Residual plot is normally distributed around 0 with some minor deviations. This tells that this is a relativley good model.
3
test.dat <- data.frame(totexp_0.06=c(1.5, 2.5))
predict(who2_lm, test.dat) ^ (1/4.6)
## 1 2
## 63.31153 86.50645
4
who <- read_csv("/Users/bchand005c/CUNY/DATA-605/assignment/week-12/who.csv")
multiple_regression <- lm(LifeExp ~ PropMD + TotExp + TotExp * PropMD, data=who)
summary(multiple_regression)
##
## Call:
## lm(formula = LifeExp ~ PropMD + TotExp + TotExp * PropMD, data = who)
##
## Residuals:
## Min 1Q Median 3Q Max
## -27.320 -4.132 2.098 6.540 13.074
##
## Coefficients:
## Estimate Std. Error t value Pr(>|t|)
## (Intercept) 6.277e+01 7.956e-01 78.899 < 2e-16 ***
## PropMD 1.497e+03 2.788e+02 5.371 2.32e-07 ***
## TotExp 7.233e-05 8.982e-06 8.053 9.39e-14 ***
## PropMD:TotExp -6.026e-03 1.472e-03 -4.093 6.35e-05 ***
## ---
## Signif. codes: 0 '***' 0.001 '**' 0.01 '*' 0.05 '.' 0.1 ' ' 1
##
## Residual standard error: 8.765 on 186 degrees of freedom
## Multiple R-squared: 0.3574, Adjusted R-squared: 0.3471
## F-statistic: 34.49 on 3 and 186 DF, p-value: < 2.2e-16
plot(fitted(multiple_regression),resid(multiple_regression))
abline(h=0)

qqnorm(multiple_regression$residuals)
qqline(multiple_regression$residuals)

Residual standard error: 8.765 is low and is a good indicator.
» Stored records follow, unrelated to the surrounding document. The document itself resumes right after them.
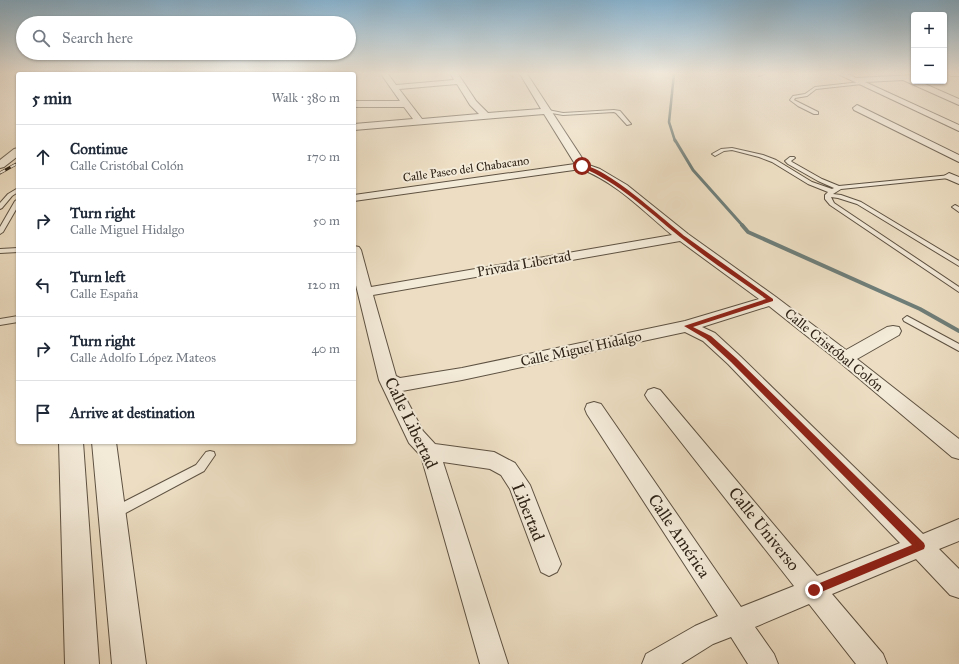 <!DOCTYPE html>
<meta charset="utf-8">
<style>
:root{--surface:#fff;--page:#f2f2f3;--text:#1f2937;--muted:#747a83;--line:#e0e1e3}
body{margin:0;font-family:"IM FELL Great Primer",serif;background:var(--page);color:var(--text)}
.controls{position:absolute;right:12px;top:12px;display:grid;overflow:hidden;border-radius:4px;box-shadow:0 1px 3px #0004}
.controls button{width:36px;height:36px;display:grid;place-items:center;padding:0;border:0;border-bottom:1px solid var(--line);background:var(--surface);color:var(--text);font:20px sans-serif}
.stop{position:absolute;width:12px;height:12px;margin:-9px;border:3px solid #8f2418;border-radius:50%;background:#fff}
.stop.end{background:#8f2418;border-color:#fff;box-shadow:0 1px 4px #0008}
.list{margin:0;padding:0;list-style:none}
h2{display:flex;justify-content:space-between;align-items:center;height:52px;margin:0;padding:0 16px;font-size:17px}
h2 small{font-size:13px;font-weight:400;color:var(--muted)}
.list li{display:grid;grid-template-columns:26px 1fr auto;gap:12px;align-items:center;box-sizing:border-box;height:64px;padding:0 16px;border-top:1px solid var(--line)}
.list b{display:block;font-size:15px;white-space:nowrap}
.list p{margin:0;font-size:13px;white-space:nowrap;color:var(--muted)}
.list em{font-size:13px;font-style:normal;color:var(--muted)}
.icon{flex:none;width:22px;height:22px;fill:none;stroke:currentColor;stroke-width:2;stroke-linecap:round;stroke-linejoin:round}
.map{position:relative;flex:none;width:959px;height:664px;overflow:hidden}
.search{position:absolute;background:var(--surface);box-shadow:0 1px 3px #0004;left:16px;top:16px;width:340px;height:44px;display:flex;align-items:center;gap:10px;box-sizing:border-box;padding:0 14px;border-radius:22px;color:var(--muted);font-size:15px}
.panel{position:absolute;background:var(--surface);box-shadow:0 1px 3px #0004;left:16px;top:72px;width:340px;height:372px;border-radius:4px}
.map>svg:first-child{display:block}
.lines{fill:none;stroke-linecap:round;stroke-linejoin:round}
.stream-far2{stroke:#6f7e79;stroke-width:2.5}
.stream-far1{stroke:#6f7e79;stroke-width:3}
.stream{stroke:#6f7e79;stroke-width:4}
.service-casing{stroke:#5e5242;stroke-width:2}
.minor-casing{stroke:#5e5242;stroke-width:2}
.tertiary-casing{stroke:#5e5242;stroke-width:2}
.service{fill:#f3ead8;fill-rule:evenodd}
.minor{fill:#f3ead8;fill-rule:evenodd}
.tertiary{fill:#f3ead8;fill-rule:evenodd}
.rail-casing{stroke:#2e2317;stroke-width:3}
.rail{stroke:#f3ead8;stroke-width:2;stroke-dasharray:6;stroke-linecap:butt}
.route{fill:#8f2418}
.labels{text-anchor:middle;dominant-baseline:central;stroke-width:4;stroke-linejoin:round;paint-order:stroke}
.far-street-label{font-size:12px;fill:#2e2317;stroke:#f3ead8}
.street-label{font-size:14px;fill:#2e2317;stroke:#f3ead8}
.near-street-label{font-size:17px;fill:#2e2317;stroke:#f3ead8}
</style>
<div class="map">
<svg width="959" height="664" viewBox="0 0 959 664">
<rect width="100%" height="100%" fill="#eddec3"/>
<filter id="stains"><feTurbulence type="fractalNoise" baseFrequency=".005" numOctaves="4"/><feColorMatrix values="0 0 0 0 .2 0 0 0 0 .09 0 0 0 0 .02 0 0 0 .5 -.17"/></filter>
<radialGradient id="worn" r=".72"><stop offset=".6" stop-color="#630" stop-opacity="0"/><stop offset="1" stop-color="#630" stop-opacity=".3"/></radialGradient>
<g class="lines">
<path class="stream-far2" d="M674,74L669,122L675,141"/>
<path class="stream-far1" d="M675,140L693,170L743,226"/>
<path class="stream" d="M742,225L748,232L920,309L959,331"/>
<defs>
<path id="service" d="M758,74H765L759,76Z
M861,82L862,84L816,89L807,96L795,98L794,100L818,112V114H814L798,106L790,100L793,96L805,94L815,87Z
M548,110L563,113L614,110L620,111L631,124L627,125L616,113L614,112L563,115L546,112V110Z
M732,148L763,155L776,160L812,182L832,189L834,188L818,181L788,164L785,161L790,157H794L795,158L791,161L792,162L822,179L839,186L951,175L952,176L949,178L841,189L833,194L841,195L861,202L959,261V266L857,204L838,198L831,197L834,203L959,287V292L830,205L825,199V195L828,192L808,184L772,162L759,157L732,150L724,151L715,156L712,154L721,149Z
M18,188V192L12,196L2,208L0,209V203L8,194Z
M18,199V206L3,232L0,234V227L15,201Z
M955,205L959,207V212L952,207Z
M18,248V252L0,253V249Z
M18,316V322L0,325V319Z
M907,316L959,344V351L904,321L903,319Z
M210,451L214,452L215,455L204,471L120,516L116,517L112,516L111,512L112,508L196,465L206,452Z"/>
<path id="minor" d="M381,74H388L396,85L454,80L451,74H458L476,101L488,113L541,109L520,74H527L586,164L600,169L627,185L688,234L776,297L846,350L887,327L893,326L899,327L901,331L899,335L857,359L959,439V459L952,457L837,360L769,306L702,327L715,333L740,356L923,534L959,519V541L939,549L959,569V598L950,595L916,559L832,594L883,654L887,664H856L809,604L755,627L774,654L778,664H748L731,637L713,644L681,664H642L646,654L695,626L718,616L587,414L585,409L587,404L594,402L601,404L741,607L794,586L648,400L645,395L648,390L654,388L660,390L817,576L900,543L728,364L703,341L685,332L462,380L402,391L423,431L435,444L494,452L515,463L530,485L561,564L557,572L549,576L541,572L510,489L501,475L490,469L443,462L508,664H480L421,456L409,443L379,380L354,277V246L359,247L361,250L371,287L672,235C643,211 617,183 581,169L354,201V195L575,164L544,114L354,130V124L413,119L404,107H354V101H400ZM457,84L470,105L479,114L422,119L399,89ZM680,241L759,299L685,321L462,368L400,378L396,376L373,295Z
M838,74H848L856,78L914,75V81H918L959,99V105L903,80L865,82L959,125V131Z
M948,74H959V76H951Z
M857,105L959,155V162L854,110L853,108Z
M18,148V156L4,167L0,168V160L14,149Z
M949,173L959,177V184L945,178L944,176Z"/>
<path id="tertiary" d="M59,442H83L99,664H65Z
M92,442H116L146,664H112Z"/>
</defs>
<use href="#service" class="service-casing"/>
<use href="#minor" class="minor-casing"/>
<use href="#tertiary" class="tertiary-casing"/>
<use href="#service" class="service"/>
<use href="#minor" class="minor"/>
<use href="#tertiary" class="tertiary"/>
<defs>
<path id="rail" d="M0,173L18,163"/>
</defs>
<use href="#rail" class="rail-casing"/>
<use href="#rail" class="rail"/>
</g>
<linearGradient id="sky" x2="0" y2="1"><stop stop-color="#89b7d6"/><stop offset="0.44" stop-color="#f7f0e4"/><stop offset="1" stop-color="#f7f0e4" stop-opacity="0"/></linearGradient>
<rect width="959" height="167" fill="url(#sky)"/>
<path class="route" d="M581,165C605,165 665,221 686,237C715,258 744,278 773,299V301L693,327L711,336L736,358L924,543L925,546L924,549L814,595L810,594L809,590L810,587L912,545L731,362L706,339L684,326L766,299C738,279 707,259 680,237C648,211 619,183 581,167Z"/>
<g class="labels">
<g class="far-street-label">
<text transform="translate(466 169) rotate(-8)">Calle Paseo del Chabacano</text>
</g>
<g class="street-label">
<text transform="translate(524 264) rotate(-10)">Privada Libertad</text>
<text transform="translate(581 349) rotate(-12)">Calle Miguel Hidalgo</text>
<text transform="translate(834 350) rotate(39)">Calle Cristóbal Colón</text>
</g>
<g class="near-street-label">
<text transform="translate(411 423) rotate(64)">Calle Libertad</text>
<text transform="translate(528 512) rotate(68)">Libertad</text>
<text transform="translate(764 529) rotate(51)">Calle Universo</text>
<text transform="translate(679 536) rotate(56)">Calle América</text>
</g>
</g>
<rect width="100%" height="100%" filter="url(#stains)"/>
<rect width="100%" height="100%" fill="url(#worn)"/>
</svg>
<div class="controls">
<button>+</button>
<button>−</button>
</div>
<div class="stop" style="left:582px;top:166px"></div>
<div class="stop end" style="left:814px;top:590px"></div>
<div class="search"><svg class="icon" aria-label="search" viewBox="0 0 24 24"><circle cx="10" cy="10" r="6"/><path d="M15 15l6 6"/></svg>Search here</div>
<section class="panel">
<h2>5 min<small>Walk · 380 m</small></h2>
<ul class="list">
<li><svg class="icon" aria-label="ahead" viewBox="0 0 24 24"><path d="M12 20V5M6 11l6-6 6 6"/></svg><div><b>Continue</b><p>Calle Cristóbal Colón</p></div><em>170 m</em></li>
<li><svg class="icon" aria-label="right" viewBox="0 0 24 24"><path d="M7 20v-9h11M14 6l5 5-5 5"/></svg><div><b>Turn right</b><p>Calle Miguel Hidalgo</p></div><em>50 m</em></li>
<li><svg class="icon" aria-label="left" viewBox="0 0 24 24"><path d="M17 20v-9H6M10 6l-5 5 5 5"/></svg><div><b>Turn left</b><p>Calle España</p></div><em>120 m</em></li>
<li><svg class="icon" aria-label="right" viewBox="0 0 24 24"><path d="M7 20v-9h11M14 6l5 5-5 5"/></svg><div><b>Turn right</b><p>Calle Adolfo López Mateos</p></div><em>40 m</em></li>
<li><svg class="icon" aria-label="arrive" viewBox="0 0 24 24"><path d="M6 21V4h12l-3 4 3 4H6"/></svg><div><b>Arrive at destination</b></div></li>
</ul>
</section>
</div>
F-statistic is useful here and is fairly high.
R^2 value is not good since the model only explains 35.74% of variability.
Since p value is close to 0, the model says the relationship is not due to random variation.
Residual plot is not normally distributed around 0. This tells that this is not a good model.
5
test.dat <- data.frame(PropMD=0.03, TotExp=14)
predict(multiple_regression, test.dat)
## 1
## 107.696
107.696 is an unrealistic age for humans. So this is a bad model.